In Poland, another country surveyed that shares a land border with Ukraine, 71% of the respondents backed more economic assistance to their neighbor.
Sending additional arms to Ukraine is backed by 78% in Poland, against just 46% in Romania. The two countries differ most significantly on the idea of sending troops to Ukraine. Poles are among the few countries where support prevails over opposition to it (by 46% to 30%). Meanwhile, Romanians clearly oppose sending troops (by 44% to 26%), the survey found.
At the same time, 83% of those surveyed in Poland blame Russia for the conflict, compared to 58% in Romania, while 74% see Russia as the biggest obstacle to peace, compared to 42% in Romania.
The survey, carried out in Finland, France, Germany, Great Britain, Italy, Poland, Portugal, Romania, Spain, and Sweden, found that a majority of Europeans support Ukraine’s EU membership bid. Across the countries polled, 57% said they are in favor of Ukraine joining the EU, while 19% opposed such a move.
Poland is most in favor of Ukraine becoming an EU member, with 70% of the country’s respondents supporting Ukraine’s EU accession, followed by 69% in Portugal and Finland, and 66% in Sweden. A majority in Spain (58%) is also in favor.
The survey found that almost one-third (32%) of those polled in Germany, and just over a quarter of French (26%) and Italian (28%) respondents opposed Ukraine’s EU accession. However, the prevailing view in these three countries was still in support of Kyiv joining the bloc (48%, 47% and 46%, respectively).
Russia is universally blamed for starting the conflict and is also seen as the biggest obstacle to peace, according to the survey. Over 80% of respondents in Poland (83%), Sweden (83%), Finland (90%), and Great Britain (83%) hold Russia as the party responsible for this war – a view shared by strong majorities in Italy ( 56%), France (62%) and Germany (66%).
A comparable picture was also evident when the respondents were asked about the chief blockage to a potential peace agreement. In every country, a majority or majority of citizens see Russia as the primary obstacle, with this viewpoint most evident in Finland (where 87% said this), Sweden (82%), Great Britain (76%), Poland (74%) and Spain (69%).

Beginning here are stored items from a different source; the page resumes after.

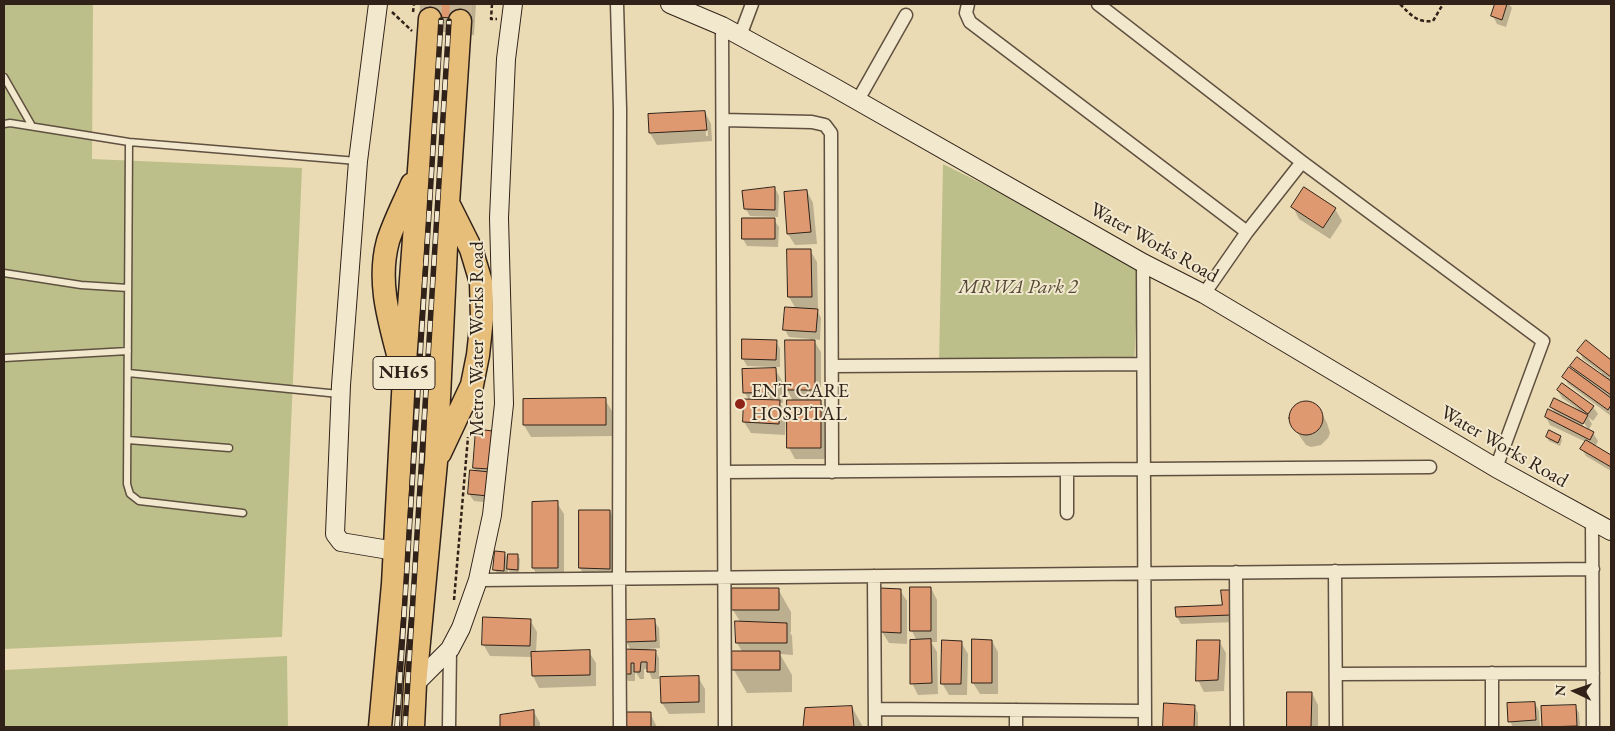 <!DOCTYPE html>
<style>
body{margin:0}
#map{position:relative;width:1615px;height:731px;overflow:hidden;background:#ebdbb4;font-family:"EB Garamond",serif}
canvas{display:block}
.frame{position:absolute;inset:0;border:5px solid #302219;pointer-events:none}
.north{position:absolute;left:1550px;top:666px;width:50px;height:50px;-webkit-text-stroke:4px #f2e8ce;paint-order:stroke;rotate:273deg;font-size:14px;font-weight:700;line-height:20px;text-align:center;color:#302219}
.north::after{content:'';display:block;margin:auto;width:18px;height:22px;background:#302219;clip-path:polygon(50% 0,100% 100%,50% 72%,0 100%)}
</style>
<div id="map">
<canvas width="1615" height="731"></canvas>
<div class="frame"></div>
<div class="north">N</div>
</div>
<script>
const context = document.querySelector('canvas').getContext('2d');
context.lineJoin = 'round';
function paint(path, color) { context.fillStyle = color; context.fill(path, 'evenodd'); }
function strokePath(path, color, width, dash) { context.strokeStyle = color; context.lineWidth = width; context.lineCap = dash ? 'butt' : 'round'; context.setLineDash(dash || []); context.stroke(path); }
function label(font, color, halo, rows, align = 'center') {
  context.font = font + ' "EB Garamond",serif'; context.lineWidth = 4; context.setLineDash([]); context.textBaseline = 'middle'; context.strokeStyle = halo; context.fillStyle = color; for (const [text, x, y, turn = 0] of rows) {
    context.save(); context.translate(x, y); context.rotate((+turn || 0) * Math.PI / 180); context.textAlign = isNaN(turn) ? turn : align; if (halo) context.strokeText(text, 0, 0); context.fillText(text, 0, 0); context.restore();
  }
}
paint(new Path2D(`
 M4,4h89l-1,155 210,9 -20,469 -278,12z
 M943,164l196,98 -5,103h-195z
 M287,656l1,71h-284v-57z`), '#bcbf8a');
paint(new Path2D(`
 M426,4h50l-2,31 -40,-4 -9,-15z
 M1497,4h12l3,4 -6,19 -9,-3 -4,-8z
 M705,112l6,12 1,17 -55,4 -7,-12 -1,-18zM705,122h2l1,14h-2z
 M775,188l4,8 -1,21 -28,-1 -5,-8z
 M807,191l6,12 4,41 -22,1 -7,-11z
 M1293,207l42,2 7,12 -12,18 -31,-20z
 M774,220l5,7 -1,20 -31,-1 -4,-7z
 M810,250l7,12 1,46h-2l5,10 -1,22 -7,-1 8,13v50l6,10v47h-32l-6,-11 4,-47 -6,-11 24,-51 -22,-2 -4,-7 11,-21 -7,-12z
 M776,341l4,8v18h-6l8,14 1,22h-3l6,10 -1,22 -34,-2 -7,-11 5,-22 -4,-7 28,-24v-2l-26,-1 -4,-7z
 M1586,342l25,20v54l-43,-32 -4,-7 12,-4 -4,-7 29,9 1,-2 -19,-14 -4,-8z
 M1558,391l35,16 5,7 -5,7 -5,-4 4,7 -4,7 5,2 5,8 -3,6 16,9v15l-25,-15 -4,-7 4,-7 -36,-17 -4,-8 10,-3 -5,-7 26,4 1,-2 -16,-11zM1581,418l7,11h-3l-6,-10z
 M524,400h81l7,11v25l-81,1 -7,-12z
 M1307,402l10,4 10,17 3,10 -2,5 -7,7 -10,2 -5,-2 -14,-20 -1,-11 6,-8z
 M492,432v71l-18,-2 -5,-7 7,-23 -2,-3z
 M1547,437h13l2,3 -2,6 -11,-5z
 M533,503h24l7,11v66h-24l-7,-12z
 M580,511h30l6,12v57h-29l-7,-12z
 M504,553l5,7 9,-4 2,3 -1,14 -9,-1 -2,-3v9l-9,-1 -4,-7z
 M931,588l6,12v42h-6l6,10 1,42 -20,1 -6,-12 5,-42 -5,-10z
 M778,589l13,23v20h-1l2,4 1,19 -13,-1 12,21v17l-45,1 -13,-23v-17h9l-6,-10 4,-20 -8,-13z
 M900,590l7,11v43l-18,-1 -7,-11z
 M1222,592l13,30 -54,2 -4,-7 46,-11z
 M530,620l7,12 -1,21 53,-1 7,11v23l-57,2 -6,-12 -1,-19 -42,-1 -7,-12z
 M654,621l5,7 1,20 -12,1v2h7l4,7v21h-7l-4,-10h-4v10h-4l-5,-8v10h-7l-4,-8 7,-23 -5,-8z
 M992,641l6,11v42h-18l-7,-11z
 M1219,641l7,12 -2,38 -20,1 -6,-12z
 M961,642l7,12 -1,41h-18l-7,-12z
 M698,677l7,12v24l-36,1 -7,-11z
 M1288,693h24l6,12v22h-29z
 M1535,703l4,8 1,16h-27l-3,-6z
 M1165,705l29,1 4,7v14h-34z
 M1575,706l4,7 1,14h-36z
 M852,707l11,20h-58l2,-18z
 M534,712l6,11v4h-39l1,-11z
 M650,713l7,14h-32z`), '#0003');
const building = new Path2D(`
 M425,4h42l-1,15 -42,-3z
 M1495,4h12l-5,16 -11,-4z
 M705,111l2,19 -58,3 -1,-19z
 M775,187v23l-31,-1 -2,-18z
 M1304,187l32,21 -13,20 -32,-21z
 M807,190l4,42 -24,2 -3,-42z
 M742,218h33v21h-33z
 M787,249h24l1,48h-24z
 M785,307l33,2 -2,23 -33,-2z
 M742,339l35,1 -1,20 -34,-1z
 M785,340h30v50h-29z
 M1586,340l25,20v17l-34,-26z
 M1577,357l34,24v14l-41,-29z
 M1569,367l42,31v7l-3,5 -46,-33z
 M776,368l1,24 -34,1 -1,-24z
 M1562,383l32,23 -6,8 -31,-24z
 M606,398v27h-83v-26z
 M1554,398l34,17 -5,9 -33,-17z
 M744,399l36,1 -1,24 -36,-2z
 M787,400h34v48h-34z
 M1289 418a17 17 0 1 1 34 0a17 17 0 1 1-34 0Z
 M1548,409l46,23 -4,8 -45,-23z
 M476,429l17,2 -3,38 -17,-1z
 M1549,430l12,6 -3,7 -12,-6z
 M1586,440l25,15v12l-31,-18z
 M470,470l20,2 -2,24 -20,-2z
 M558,501v67h-26v-66z
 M579,510h31v59l-31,-1z
 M495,551l10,1 -1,19 -11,-1z
 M508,554h10v16l-11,-1z
 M910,587h21v44h-21z
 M732,588h47v22h-47z
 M880,588l21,1v44l-20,-1z
 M1221,590h9l1,25 -55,2 -1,-10 47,-2z
 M483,617l48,2 -1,27 -48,-1z
 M655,619l1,22 -31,1 -1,-22z
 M735,621l52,2v20h-51z
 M931,639l1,44 -22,1v-44z
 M972,639l20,1v43h-20z
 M942,640l20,1 -1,43h-20z
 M1197,640h23l-2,40 -22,1z
 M623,649l33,1 -1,22h-8v-10h-6l-1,10h-6v-9h-3v11h-8z
 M590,650v25l-58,1 -1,-24z
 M732,651h48v19h-48z
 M699,676v26l-38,1 -1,-26z
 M1287,692h25l-1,35h-24z
 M1535,702l1,18 -28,2 -1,-19z
 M1164,703l31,2 -1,22h-31z
 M1576,705l1,21 -35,1 -1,-21z
 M852,706l2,21h-51l2,-19z
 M534,710v17h-34v-12z
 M623,712h28v15h-28z`);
paint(building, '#df9970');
strokePath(building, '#302219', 1);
strokePath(new Path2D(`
 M430,19l1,-15
 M460,21l1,-17`), '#c6b695', 22, [22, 11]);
const lane = new Path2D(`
 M4,77l28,49
 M4,124l6,-1 119,19 228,19
 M129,142l-2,342 3,10 9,7 104,12
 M4,273l77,12 47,3
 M4,358l124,-7
 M128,373l211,21
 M128,440l101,8`);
const street = new Path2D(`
 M617,4l3,105 -1,469 1,149
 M968,4l-2,9 4,9 277,210
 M1098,4l204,158 241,179 -47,127
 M722,26l3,701
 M740,36l12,-32
 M858,100l48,-85
 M723,120l89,2 13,3 6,8 1,339
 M1143,263l2,464
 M1204,294l43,-62 55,-70
 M832,366l311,-2
 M724,472l706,-5
 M1067,513v-43
 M1592,521l1,206
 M1335,571l1,156
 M1236,572l1,155
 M874,576l1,151
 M478,580l1115,-11
 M1492,673v54
 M1336,674l257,-1
 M875,709l270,2
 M449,727l1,-78
 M1016,727v-17`);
const secondary = new Path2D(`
 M378,4l-20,157 -17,224 -6,149 6,8 54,9
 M670,4l52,22 108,59 313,178 61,31 292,174 115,63
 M415,684l35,-35 11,-21 17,-48 14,-65 12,-111 -5,-186 7,-159 7,-55`);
const highway = new Path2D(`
 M399,358c-10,-38 -22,-77 -11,-117 6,-19 16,-38 24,-57
 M440,453l32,-68 6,-30 4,-37 -1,-36 -10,-33 -21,-42
 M380,727l13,-143 11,-208 26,-357
 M413,727l2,-43 21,-222 12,-258 12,-183`);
strokePath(lane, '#5f5040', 9);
strokePath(street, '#5f5040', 15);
strokePath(secondary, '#302219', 20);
strokePath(highway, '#302219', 25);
strokePath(new Path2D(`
 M492,4l-1,15h6
 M1400,4c11,11 17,19 33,17l10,-17
 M392,12l20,19
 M413,12l1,-8
 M454,600l14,-163`), '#302219', 2.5, [4, 2.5]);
strokePath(lane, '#f2e8ce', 6);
strokePath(street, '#f2e8ce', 12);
strokePath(secondary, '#f2e8ce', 18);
strokePath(highway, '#e6be7a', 22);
const rail = new Path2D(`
 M397,727l44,-707
 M405,727l44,-706`);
strokePath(rail, '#302219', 5.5);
strokePath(rail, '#f2e8ce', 4, [11]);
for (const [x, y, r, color] of [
 [740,404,6,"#8f2418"]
]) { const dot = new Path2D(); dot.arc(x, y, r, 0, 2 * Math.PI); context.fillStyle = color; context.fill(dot); strokePath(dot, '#f2e8ce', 2); }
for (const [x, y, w] of [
 [404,373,62]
]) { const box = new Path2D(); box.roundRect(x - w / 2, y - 16.5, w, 33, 4); context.fillStyle = '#f2e8ce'; context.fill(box); strokePath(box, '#302219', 1); }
label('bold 19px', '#302219', null, [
 ["NH65",404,373]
]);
label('20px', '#302219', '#f2e8ce', [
 ["Water Works Road",1154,243,29],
 ["Metro Water Works Road",478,339,-90],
 ["Water Works Road",1504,447,30]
]);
label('italic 20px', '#534935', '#f2e8ce', [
 ["MRWA Park 2",1018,288]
]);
label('20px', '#302219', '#f2e8ce', [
 ["ENT CARE",751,392],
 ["HOSPITAL",751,415]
], 'left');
</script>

In Romania, 58% hold Russia responsible for the outbreak of the war in Ukraine, while 42% see it as the primary obstacle to a potential peace agreement.
The survey also identified a prevailing feeling that governments are too focused on the war, at the expense of other problems facing their own citizens. A total of 42% of respondents claimed their governments spend too much time on the war in Ukraine, while 36% were pleased with the amount of attention devoted to the conflict, and 4% said there was too little focus on the war. In Romania, 58% felt the government dedicated too much attention to the war, while 18% said the focus was about right.

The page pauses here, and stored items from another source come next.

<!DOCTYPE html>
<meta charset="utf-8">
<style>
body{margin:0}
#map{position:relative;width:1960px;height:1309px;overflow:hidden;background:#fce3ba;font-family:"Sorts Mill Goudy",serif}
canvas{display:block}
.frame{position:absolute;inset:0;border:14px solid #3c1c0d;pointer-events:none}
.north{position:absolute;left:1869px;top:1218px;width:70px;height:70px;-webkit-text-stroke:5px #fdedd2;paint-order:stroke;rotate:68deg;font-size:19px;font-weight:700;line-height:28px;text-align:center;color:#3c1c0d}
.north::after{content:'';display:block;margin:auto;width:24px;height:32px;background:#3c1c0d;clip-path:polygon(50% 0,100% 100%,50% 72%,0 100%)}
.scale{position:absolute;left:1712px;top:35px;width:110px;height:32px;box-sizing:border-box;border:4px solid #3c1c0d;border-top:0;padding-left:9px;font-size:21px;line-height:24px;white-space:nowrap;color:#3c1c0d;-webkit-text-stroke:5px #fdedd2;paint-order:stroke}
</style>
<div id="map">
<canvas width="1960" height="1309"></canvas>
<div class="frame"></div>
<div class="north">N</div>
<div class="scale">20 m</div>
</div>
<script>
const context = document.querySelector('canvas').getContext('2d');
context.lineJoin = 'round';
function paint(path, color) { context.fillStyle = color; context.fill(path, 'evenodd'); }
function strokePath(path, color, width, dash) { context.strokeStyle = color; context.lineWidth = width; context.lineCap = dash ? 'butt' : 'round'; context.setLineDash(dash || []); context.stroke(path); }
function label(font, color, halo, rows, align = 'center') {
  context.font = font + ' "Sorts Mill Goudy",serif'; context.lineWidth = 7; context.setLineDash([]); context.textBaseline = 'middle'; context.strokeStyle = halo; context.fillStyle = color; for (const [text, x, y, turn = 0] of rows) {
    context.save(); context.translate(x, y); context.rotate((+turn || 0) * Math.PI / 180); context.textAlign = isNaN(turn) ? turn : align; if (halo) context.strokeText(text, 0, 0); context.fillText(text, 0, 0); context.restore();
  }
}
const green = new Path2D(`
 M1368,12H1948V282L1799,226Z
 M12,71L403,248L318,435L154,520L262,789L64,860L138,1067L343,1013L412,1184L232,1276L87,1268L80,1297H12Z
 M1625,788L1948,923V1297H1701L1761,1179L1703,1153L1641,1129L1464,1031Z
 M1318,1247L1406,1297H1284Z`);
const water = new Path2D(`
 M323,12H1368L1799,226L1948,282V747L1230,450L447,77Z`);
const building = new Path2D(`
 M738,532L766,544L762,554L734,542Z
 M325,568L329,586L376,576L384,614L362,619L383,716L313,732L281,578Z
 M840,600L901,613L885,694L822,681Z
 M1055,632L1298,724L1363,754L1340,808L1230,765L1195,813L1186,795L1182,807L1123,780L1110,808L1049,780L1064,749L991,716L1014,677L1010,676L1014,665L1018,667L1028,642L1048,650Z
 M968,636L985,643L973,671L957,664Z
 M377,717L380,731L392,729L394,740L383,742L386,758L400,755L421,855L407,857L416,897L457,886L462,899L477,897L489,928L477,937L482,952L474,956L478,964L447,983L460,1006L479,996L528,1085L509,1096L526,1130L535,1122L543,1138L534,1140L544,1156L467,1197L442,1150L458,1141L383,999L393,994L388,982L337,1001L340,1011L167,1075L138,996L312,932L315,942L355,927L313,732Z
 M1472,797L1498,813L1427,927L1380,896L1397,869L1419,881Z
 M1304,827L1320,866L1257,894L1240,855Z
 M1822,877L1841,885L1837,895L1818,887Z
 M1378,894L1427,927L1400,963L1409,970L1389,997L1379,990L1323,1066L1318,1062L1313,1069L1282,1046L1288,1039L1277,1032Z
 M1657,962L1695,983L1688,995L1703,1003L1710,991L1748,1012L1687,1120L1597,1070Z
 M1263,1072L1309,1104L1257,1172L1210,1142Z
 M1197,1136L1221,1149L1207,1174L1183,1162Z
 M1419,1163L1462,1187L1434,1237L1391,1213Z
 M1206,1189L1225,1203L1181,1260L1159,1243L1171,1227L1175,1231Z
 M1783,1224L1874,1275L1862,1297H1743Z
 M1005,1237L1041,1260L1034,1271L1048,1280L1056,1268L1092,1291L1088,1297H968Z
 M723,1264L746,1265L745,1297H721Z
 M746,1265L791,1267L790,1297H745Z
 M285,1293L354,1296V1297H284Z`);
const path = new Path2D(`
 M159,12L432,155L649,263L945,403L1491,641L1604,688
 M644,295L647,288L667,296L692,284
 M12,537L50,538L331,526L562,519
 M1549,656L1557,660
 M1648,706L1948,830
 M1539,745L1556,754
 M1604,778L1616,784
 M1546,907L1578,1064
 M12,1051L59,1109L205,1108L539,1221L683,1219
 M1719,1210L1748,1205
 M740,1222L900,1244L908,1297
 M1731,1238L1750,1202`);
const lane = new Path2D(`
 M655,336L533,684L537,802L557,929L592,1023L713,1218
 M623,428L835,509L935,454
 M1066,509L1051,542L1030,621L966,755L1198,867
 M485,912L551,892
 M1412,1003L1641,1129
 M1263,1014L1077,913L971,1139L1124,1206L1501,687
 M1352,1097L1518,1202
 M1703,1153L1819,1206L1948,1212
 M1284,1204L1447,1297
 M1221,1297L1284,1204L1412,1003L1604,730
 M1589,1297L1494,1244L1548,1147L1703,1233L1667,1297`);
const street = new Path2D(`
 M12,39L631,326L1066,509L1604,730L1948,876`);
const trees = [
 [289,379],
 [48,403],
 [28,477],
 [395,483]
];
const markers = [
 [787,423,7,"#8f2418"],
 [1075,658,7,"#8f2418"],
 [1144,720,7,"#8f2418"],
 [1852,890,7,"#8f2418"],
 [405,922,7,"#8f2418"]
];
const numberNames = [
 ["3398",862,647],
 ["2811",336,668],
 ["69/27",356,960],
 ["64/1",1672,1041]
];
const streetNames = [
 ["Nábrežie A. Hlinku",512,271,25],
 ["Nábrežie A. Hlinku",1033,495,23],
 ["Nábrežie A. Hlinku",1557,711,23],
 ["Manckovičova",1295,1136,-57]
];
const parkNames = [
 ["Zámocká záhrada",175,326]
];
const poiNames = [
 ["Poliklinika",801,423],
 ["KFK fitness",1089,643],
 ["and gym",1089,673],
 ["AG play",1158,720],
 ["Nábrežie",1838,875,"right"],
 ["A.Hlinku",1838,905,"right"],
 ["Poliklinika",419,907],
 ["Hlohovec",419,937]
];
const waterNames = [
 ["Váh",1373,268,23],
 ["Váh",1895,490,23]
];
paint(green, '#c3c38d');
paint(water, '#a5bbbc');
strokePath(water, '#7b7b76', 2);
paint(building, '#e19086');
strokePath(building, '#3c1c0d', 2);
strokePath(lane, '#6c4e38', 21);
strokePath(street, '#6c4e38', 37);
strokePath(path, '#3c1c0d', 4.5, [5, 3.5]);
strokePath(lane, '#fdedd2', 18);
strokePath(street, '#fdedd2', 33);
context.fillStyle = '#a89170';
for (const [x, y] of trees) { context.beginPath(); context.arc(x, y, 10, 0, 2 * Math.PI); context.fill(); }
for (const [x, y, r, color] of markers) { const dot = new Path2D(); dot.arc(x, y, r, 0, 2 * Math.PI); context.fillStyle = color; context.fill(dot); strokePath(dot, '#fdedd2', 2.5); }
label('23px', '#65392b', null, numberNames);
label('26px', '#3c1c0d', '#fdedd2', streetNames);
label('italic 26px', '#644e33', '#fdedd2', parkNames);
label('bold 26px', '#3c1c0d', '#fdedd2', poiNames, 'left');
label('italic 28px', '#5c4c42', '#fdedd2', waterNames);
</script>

The top concerns identified in regards to the war in Ukraine were the increasing cost of living and energy prices (61%) and the threat of nuclear weapon usage by Russia (61%). In Romania, 54% were concerned about the cost of living and higher energy prices, and 57% about the threat of nuclear weapon usage by Russia.
The results of the survey are available here.
The polls were carried out for ECFR through Datapraxis and YouGov in Finland, France, Germany, Great Britain, Italy, Poland, Portugal, Romania, Spain and Sweden. The survey was conducted between April 28th and May 11th, 2022, with an overall sample of 8,172 respondents. This was an online survey conducted in Finland (n=500), France (n=1,000), Germany (n=1,000), Great Britain (n=1,103), Italy (n=1,009), Poland (n=1,002), Portugal (n=506), Romania (n=501), Spain (n=1,050) and Sweden (n=501). The results are nationally representative of basic demographics and past votes in each country. The general margin of error is ±3 per cent for a sample of 1,000 and ±4 per cent for a sample of 500.